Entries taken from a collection
┌────────

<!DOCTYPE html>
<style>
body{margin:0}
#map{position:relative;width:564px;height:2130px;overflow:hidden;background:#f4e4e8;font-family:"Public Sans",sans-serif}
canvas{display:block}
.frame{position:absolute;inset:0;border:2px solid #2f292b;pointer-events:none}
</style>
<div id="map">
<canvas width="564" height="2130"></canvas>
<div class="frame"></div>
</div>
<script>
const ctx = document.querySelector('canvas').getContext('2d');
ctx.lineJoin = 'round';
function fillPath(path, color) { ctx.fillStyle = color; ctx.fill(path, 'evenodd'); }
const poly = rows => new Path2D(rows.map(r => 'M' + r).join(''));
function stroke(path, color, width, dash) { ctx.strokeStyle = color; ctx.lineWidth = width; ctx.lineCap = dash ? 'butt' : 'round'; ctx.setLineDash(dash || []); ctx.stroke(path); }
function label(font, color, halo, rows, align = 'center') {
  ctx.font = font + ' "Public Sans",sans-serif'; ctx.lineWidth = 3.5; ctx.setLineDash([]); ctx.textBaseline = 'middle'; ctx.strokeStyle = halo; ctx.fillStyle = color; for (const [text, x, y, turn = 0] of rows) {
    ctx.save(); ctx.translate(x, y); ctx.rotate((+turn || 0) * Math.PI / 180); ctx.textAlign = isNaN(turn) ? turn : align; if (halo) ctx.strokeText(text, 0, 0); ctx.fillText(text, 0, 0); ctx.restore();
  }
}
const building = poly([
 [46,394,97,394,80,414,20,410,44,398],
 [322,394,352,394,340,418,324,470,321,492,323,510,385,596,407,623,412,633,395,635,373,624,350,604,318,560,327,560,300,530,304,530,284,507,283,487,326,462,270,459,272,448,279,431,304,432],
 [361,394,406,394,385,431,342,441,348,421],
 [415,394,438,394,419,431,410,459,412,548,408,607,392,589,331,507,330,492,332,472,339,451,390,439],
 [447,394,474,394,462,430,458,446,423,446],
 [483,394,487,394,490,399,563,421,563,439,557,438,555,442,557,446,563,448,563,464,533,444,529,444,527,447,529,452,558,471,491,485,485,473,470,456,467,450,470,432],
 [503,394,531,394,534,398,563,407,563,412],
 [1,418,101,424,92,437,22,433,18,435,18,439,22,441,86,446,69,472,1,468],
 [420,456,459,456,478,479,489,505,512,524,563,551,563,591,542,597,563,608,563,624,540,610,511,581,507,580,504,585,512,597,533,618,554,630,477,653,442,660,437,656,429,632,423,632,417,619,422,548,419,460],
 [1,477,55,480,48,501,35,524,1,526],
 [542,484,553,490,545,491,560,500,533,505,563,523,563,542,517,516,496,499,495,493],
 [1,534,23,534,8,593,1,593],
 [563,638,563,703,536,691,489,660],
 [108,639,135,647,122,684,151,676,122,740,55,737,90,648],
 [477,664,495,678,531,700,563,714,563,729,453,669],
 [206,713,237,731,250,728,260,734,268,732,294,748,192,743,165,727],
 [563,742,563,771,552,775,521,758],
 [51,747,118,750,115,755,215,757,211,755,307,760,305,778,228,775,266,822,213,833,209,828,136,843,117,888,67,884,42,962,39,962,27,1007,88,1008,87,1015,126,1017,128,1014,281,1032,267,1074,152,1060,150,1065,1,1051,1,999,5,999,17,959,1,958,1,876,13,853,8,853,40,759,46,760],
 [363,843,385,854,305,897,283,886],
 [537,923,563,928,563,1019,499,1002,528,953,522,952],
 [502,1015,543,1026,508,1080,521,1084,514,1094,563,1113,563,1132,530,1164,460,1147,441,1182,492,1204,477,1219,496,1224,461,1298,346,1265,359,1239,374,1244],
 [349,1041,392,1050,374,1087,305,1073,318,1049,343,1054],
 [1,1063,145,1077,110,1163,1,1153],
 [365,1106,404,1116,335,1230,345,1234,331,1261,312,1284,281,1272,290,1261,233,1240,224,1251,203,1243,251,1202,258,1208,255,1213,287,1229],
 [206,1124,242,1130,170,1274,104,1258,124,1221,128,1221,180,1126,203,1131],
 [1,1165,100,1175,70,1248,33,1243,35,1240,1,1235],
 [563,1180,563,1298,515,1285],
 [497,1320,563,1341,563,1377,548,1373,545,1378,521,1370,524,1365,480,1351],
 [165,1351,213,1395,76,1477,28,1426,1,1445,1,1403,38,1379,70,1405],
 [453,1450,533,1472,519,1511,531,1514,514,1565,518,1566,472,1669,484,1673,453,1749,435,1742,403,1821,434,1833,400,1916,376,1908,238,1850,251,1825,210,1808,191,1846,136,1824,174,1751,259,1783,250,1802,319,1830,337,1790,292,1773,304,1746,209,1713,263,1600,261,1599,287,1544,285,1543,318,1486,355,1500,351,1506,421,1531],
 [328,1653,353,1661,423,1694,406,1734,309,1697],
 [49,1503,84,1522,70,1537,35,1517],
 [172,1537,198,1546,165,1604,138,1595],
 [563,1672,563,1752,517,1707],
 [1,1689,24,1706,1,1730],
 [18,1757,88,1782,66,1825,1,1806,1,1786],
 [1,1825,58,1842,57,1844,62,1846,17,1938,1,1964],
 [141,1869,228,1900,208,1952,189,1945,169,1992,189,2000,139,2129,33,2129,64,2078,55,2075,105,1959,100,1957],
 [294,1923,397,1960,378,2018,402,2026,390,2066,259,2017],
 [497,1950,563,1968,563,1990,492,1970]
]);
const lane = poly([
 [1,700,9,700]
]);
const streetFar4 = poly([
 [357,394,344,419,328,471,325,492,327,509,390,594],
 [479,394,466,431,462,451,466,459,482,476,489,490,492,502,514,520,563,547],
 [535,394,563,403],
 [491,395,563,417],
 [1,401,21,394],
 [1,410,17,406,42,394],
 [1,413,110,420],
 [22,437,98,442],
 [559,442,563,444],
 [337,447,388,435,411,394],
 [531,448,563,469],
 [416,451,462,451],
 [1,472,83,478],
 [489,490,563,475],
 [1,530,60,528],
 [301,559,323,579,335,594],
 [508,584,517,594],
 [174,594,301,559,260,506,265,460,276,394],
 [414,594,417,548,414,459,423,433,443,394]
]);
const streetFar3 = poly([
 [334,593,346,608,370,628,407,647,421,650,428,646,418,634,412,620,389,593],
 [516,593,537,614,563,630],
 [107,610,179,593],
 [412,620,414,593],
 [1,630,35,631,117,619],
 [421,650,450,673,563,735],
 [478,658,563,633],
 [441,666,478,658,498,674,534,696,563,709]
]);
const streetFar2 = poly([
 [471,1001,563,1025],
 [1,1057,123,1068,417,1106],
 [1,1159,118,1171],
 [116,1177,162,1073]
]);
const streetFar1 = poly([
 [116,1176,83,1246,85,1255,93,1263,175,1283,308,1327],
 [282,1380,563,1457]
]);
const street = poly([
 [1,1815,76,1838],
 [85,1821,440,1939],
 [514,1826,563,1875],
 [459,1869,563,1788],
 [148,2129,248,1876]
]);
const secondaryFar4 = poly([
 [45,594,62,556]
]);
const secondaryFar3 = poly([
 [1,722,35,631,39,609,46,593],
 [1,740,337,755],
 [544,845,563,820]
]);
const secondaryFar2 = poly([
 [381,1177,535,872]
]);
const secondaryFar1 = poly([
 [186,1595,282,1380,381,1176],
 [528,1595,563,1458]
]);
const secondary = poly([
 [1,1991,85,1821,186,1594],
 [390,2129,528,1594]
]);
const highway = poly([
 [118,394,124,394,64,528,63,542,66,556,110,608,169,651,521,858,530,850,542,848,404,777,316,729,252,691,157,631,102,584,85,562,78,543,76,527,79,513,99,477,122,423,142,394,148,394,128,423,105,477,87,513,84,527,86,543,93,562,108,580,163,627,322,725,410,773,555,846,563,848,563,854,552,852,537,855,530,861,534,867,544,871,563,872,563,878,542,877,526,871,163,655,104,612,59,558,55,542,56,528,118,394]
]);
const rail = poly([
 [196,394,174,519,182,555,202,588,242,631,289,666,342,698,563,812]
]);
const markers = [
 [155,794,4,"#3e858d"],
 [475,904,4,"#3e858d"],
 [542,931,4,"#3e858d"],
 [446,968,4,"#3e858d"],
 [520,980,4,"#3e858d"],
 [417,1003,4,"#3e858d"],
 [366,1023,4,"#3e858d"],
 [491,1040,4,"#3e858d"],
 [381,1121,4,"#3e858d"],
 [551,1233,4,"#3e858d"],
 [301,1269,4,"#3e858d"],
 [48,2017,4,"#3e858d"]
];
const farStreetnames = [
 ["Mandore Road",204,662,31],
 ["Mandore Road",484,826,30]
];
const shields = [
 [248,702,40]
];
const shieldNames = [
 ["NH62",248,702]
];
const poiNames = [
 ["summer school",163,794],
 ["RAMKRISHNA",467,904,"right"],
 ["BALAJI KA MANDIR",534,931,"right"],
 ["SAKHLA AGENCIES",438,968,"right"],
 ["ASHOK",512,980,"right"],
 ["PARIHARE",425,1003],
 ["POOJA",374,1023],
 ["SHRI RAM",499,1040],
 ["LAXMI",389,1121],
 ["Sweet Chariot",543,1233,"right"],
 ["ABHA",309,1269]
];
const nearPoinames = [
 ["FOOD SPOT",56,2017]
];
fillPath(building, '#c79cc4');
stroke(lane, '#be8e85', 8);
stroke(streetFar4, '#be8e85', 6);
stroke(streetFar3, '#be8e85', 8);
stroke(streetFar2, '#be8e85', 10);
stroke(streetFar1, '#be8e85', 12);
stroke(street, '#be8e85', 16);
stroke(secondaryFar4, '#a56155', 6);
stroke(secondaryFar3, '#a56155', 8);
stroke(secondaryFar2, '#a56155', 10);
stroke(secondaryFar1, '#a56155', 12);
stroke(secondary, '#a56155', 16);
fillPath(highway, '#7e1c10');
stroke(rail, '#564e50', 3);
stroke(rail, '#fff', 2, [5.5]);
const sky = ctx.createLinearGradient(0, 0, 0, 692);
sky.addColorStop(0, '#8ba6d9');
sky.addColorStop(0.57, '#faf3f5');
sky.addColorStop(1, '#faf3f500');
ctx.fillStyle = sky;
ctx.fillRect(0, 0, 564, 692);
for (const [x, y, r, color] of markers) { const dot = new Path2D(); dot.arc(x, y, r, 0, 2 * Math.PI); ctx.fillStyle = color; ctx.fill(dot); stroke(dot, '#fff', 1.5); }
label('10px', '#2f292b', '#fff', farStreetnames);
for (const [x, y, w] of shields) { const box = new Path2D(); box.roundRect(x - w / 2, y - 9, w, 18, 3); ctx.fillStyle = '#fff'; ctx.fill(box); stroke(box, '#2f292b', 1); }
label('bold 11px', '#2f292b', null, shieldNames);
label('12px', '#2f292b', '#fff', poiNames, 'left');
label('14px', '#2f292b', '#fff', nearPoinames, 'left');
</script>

└────────

## TASK DIRECTIONS
Write out only what runs from the line holding "ctx.fillRect(0, 0, 564, 692);" through the last line of the records, exactly as shown.

## OUTPUT
ctx.fillRect(0, 0, 564, 692);
for (const [x, y, r, color] of markers) { const dot = new Path2D(); dot.arc(x, y, r, 0, 2 * Math.PI); ctx.fillStyle = color; ctx.fill(dot); stroke(dot, '#fff', 1.5); }
label('10px', '#2f292b', '#fff', farStreetnames);
for (const [x, y, w] of shields) { const box = new Path2D(); box.roundRect(x - w / 2, y - 9, w, 18, 3); ctx.fillStyle = '#fff'; ctx.fill(box); stroke(box, '#2f292b', 1); }
label('bold 11px', '#2f292b', null, shieldNames);
label('12px', '#2f292b', '#fff', poiNames, 'left');
label('14px', '#2f292b', '#fff', nearPoinames, 'left');
</script>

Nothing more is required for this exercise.